Exercise: For this task, copy all of the data below exactly and skip the pictures.

====== Supplied records ======

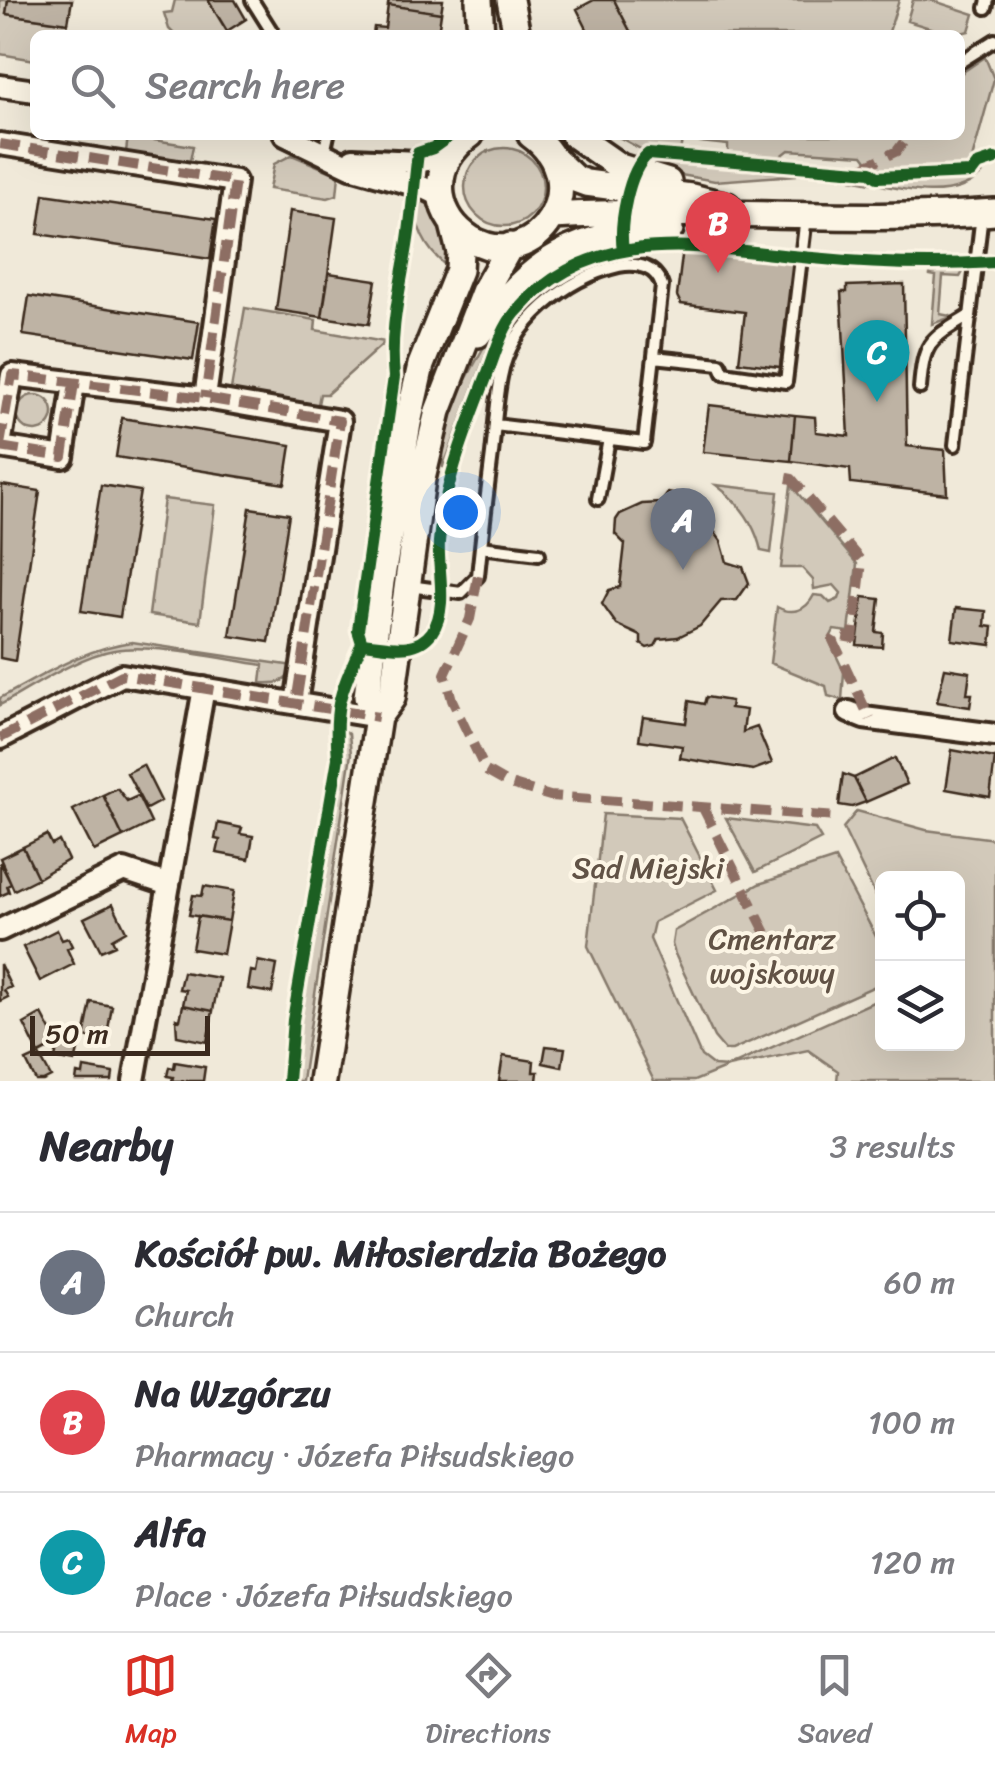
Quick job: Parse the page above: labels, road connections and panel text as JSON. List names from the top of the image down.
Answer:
{
  "parks": ["Sad Miejski", "Cmentarz wojskowy"],
  "scale_bar": "50 m",
  "page": {
    "search": "Search here",
    "pins": ["B", "C", "A"],
    "scale": "50 m",
    "heading": ["Nearby", "3 results"],
    "list": [
      {
        "mark": "A",
        "name": "Kościół pw. Miłosierdzia Bożego",
        "note": "Church",
        "value": "60 m"
      },
      {
        "mark": "B",
        "name": "Na Wzgórzu",
        "note": "Pharmacy · Józefa Piłsudskiego",
        "value": "100 m"
      },
      {
        "mark": "C",
        "name": "Alfa",
        "note": "Place · Józefa Piłsudskiego",
        "value": "120 m"
      }
    ],
    "nav": ["Map", "Directions", "Saved"]
  }
}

======

Reply:
Quick job: Parse the page above: labels, road connections and panel text as JSON. List names from the top of the image down.
Answer:
{
  "parks": ["Sad Miejski", "Cmentarz wojskowy"],
  "scale_bar": "50 m",
  "page": {
    "search": "Search here",
    "pins": ["B", "C", "A"],
    "scale": "50 m",
    "heading": ["Nearby", "3 results"],
    "list": [
      {
        "mark": "A",
        "name": "Kościół pw. Miłosierdzia Bożego",
        "note": "Church",
        "value": "60 m"
      },
      {
        "mark": "B",
        "name": "Na Wzgórzu",
        "note": "Pharmacy · Józefa Piłsudskiego",
        "value": "100 m"
      },
      {
        "mark": "C",
        "name": "Alfa",
        "note": "Place · Józefa Piłsudskiego",
        "value": "120 m"
      }
    ],
    "nav": ["Map", "Directions", "Saved"]
  }
}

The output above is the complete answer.